The winds are forecasted to be NE and NNE at 10 mph. How rough would South Bay be under those conditions?

I was thinking of fishing the drains and areas where it drops off in South Bay. Are there any other areas I should try?


Ouch, it's going to be windy. Tomorrow is clearly going to be your best day.

I saw you're post on on the book of faces Bite Me group, a lot of good advice. One thing I saw and it's worth repeating is it's the opening weekend of teal season. I would use caution if you're fishing within LHL as there are many blinds and the air boat traffic could be high. Be especially careful going through cuts between lakes. When paddling around duck blinds make sure there aren't decoys out and give as wide of a berth as possible.

Water levels are looking OK for LHL as long as the tides don't fall farther down, which could happen with a consistent north wind. Shallow water means smaller chop in high winds, but kayaks are displacement hulls and although they can get very shallow actually become difficult to paddle in very shallow water. There is a balance. Also, I'm not sure where you read on TKF that tides don't matter in LHL, but that is bad information. Tide levels are important because if they're too low most of LHL will be inaccessible. As it stands right now it should be OK depth wise.

The smaller sized lakes when accessing LHL from #1 is a good option. The first part has quite a bit of oyster, so be careful through there. Won't be much trout action in the lakes, but you could always make your way to the drains into the Lydia Ann Channel. Tides are falling all day so be mindful of that.

Another option is fishing East Flats over in Port Aransas. Launching from Island Moorings Marina and paddling up the Channel to the flats you can hide behind the houses and mangroves from the North winds you'll see this weekend.

Image

The flat in green is my favorite. You enter from drain on the north side. This would be a good spot to fish on a falling tide as it's a main drain for the area and is covered in oyster shell. There is a duck blind nearby, so check to see if anyone has decoys out. Setup drifts into Pelone Island throwing topwaters or wake baits. Water should be knee-ish deep and is mostly composed of grass with most shell in that spot near the drain on the north. From here you can access the deeper waters of East flats for trout, but you'll be more exposed and it's more paddling.

The flat in red is a good with access on the south end. There's a little more diversity in the flat. There's quite a bit of shell at the drain entrance to the south and also along the north end of it. And there's a bit more scattered shell through out.

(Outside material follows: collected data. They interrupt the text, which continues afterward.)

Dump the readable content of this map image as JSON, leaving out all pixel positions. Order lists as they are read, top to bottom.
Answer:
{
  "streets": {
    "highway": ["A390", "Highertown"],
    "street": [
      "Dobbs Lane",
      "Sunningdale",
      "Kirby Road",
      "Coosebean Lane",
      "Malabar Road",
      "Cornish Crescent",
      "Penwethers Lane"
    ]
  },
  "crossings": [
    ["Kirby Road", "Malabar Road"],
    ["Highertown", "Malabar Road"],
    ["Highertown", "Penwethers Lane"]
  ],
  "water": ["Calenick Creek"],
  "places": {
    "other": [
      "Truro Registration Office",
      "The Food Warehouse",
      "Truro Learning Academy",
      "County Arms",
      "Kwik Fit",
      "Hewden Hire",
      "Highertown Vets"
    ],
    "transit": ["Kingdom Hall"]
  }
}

For this flat and wind after entering the flat from drain on the south (Looking at current water levels I don't believe there to be enough water to enter the "red" flat from the north side) paddle north to Pelone Island as shallow as possible and then setup drifts into the deeper water of the entrance drain/Coyote Island.

If you do a search in the Fishing Reports of this section you'll see quite a few reports from East Flats.
By ben_beyer
#2309309
Thanks I understand that tides do matter for water levels but from what I've read they have less effect on whether or not fish will be biting than in other bay systems.

Please let me know if I also misinterpreted that.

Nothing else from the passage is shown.